AVOT NEZIKIN (Heb. אֲבוֹת נְזִיקִין; lit. "Fathers of Damage"), the classification of *torts. Certain passages in the Pentateuch (Ex. 21–22) have been expounded in the Talmud to form the basis on which tortious liability in Jewish law can be classified. The Mishnah (bk 1, 1) classifies the tort-feasors into four categories: ox, pit, grazing, fire. Basically, three sources of common danger – (1) animals, (2) pits, and (3) fire – have been developed as the principal categories of the talmudic law of torts.
The Talmud distinguishes between two kinds of damage that an animal can cause – habitual or common damage, termed shen, (Heb. שֵׁן, "a tooth") and regel (Heb. רֶגֶל, "a foot"); and unusual or uncommon damage, termed keren (Heb. קֶרֶן "a horn"). These terms are derived from instances of damage by animals referred to in the Torah (ibid.).

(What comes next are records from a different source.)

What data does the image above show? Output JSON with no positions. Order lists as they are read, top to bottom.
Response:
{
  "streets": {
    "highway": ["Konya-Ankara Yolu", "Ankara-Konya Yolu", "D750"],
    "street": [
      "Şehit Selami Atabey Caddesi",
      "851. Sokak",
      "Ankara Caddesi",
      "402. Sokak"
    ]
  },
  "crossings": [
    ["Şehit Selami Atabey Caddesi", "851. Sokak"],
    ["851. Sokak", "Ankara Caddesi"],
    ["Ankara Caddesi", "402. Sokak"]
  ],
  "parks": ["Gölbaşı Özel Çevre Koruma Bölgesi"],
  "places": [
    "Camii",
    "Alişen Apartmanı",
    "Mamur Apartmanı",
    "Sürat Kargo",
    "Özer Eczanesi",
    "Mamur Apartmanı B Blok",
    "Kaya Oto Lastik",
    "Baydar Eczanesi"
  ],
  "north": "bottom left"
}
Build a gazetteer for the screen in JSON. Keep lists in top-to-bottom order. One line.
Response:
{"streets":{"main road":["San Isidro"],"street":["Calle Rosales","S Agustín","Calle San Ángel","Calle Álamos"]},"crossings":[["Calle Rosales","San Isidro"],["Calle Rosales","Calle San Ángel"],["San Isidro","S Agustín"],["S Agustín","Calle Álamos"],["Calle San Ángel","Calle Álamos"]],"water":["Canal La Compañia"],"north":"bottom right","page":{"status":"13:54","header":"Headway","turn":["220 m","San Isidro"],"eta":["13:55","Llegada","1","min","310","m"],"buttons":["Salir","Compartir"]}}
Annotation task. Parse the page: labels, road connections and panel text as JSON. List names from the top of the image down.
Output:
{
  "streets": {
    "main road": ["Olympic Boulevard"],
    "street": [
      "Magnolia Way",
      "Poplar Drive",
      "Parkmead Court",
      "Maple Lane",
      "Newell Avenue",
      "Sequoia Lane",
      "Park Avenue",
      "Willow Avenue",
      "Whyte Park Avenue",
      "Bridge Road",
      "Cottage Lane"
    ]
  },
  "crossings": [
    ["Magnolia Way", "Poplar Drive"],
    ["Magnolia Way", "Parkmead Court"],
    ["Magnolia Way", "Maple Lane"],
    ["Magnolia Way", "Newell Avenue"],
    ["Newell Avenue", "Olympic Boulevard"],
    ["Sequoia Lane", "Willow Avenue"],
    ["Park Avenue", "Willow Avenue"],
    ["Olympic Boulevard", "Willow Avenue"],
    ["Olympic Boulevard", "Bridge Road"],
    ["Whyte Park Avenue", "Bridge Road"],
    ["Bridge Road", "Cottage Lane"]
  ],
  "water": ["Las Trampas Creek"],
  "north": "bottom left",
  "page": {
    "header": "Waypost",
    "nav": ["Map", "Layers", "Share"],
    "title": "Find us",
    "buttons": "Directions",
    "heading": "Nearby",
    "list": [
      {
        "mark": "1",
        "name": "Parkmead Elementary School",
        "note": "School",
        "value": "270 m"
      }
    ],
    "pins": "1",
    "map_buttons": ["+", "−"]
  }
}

(a) shen and regel: the former refers to acts of damage caused by an animal while grazing, while the latter refers to acts of damage caused by an animal while walking, i.e., both occurring during the course of an animal's normal activities. The fact that shen and regel torts result from an animal's normal activities distinguishes them from keren – the abnormal, unexpected act of an animal, such as goring, biting, or kicking. In cases of shen and regel damage is presumed to be foreseeable and the owner is therefore required to take suitable precautions, and, if negligent, is held fully liable for the damage caused. However, such liability is limited in that it attaches only when the damage is caused on the premises of the injured party or in any other place not commonly frequented by the animal. When the damage occurs on the owner's premises, or in the public domain, or in any other place commonly frequented by animals, the owner is exempt from shen or regel liability on the grounds that he is entitled to expect that the injured party would take reasonable precautions to protect himself against such foreseeable risks. Furthermore, the owner is also exempt from liability where the damage occurs in a place which neither the animal nor the injured party commonly frequent, since the presence of either of them there (especially the injured party) was not foreseeable (bk, 14a).
(b) keren: this term covers an animal's unexpected, vicious acts; i.e., goring, biting, or kicking, as mentioned above. The ox was the popular beast of burden and thus was frequently encountered in public places. Its nature and propensities made it a common cause of damage and the term keren was extended to include all the unforeseeable acts of an animal. Unlike shen and regel acts, keren damage is not the result of an animal's normal behavior, and since it is accordingly unforeseeable the owner cannot be accused of negligence. On the other hand, keren is not so uncommon as to exclude negligence altogether and exempt the owner from liability entirely. In fact, keren was deemed to be midway between negligence and inevitable accident and the authorities differed as to whether it should be included as a tort of negligence or not. Whatever the viewpoint adopted, however, all agreed that the owner should be liable for half the cost of the damage caused – this being regarded according to the accepted opinion as a fine to encourage the owner to take greater care in preventing his animal from causing even unusual (keren) damage. The owner is exempt from all liability, however, where the injury caused by a keren act was completely unforeseeable, e.g., where his ox gored a pregnant woman, causing her to miscarry – this being an unexpected degree of damage (as far as the miscarriage is concerned). Similarly, the owner is not liable for acts of keren committed on his own premises – there being no negligence on his part – but such acts committed anywhere else, including the public domain, result in his being liable for half the damage caused.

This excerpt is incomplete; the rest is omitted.